Why am I depressed? Because 1) there is no way that quality has kept pace with quantity, 2) it's impossible to keep up with all major developments across the entire field. It means that much more of my time has to be spent filtering the flood of publications, not wasting time on irrelevant stuff, but not missing the good stuff either.
Fortunately, filtering tools are better. There are automated search tools like PubCrawler (you've gotta love that name), and, since almost everything is now online, you don't have to trudge over to the library to follow up on a potentially worthless paper.
According to this review in Science, researchers now aim "to move rapidly through the literature to assess and exploit content with as little actual reading as possible."
Now, as scientists search and browse, they are making queries and selecting information in much tighter iterations and with many different kinds of objectives in mind, almost as if they were playing a fast-paced video game.
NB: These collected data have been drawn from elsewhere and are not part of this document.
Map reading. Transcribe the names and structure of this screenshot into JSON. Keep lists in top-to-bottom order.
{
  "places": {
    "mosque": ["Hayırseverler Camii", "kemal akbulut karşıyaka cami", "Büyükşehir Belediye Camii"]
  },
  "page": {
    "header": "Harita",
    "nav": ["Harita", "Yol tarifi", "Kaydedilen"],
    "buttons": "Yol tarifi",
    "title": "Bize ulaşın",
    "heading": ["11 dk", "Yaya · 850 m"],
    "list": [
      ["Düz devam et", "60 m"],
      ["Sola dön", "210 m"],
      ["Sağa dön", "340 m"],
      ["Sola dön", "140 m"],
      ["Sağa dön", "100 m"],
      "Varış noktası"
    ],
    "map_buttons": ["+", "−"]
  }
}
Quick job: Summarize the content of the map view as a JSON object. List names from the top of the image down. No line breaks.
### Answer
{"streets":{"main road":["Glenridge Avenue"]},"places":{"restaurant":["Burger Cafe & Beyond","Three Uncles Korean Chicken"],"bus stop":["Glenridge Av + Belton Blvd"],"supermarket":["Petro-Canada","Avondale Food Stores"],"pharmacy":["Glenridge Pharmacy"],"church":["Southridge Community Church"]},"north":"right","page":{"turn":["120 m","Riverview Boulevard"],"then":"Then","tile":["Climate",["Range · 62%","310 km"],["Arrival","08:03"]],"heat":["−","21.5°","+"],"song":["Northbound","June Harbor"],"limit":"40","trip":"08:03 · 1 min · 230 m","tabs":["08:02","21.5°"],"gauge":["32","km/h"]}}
They sweep through resources, changing search strings, chaining references backward and citations forward, dodging integrator and publisher sites to find open-access copies, continually working to reduce the number of clicks required for access. By note-taking or cutting and pasting, scientists often extract and accumulate bits of specific information, such as findings, equations, protocols, and data. In this process, rapid judgments are made—such as assessments of relevance, impact, and quality—while search queries are being formulated and refined. (Fig. 3). The goal often seems to be undifferentiated assimilation of information about a domain or a problem at hand, and the online experience may be highly valuable, even though no clear aim is met and no articles to read are located.
Personally, I find this a pain in the ass. The problem with 'undifferentiated assimilation' is that one winds up spending almost as much time on irrelevant or lousy papers as on highly relevant papers.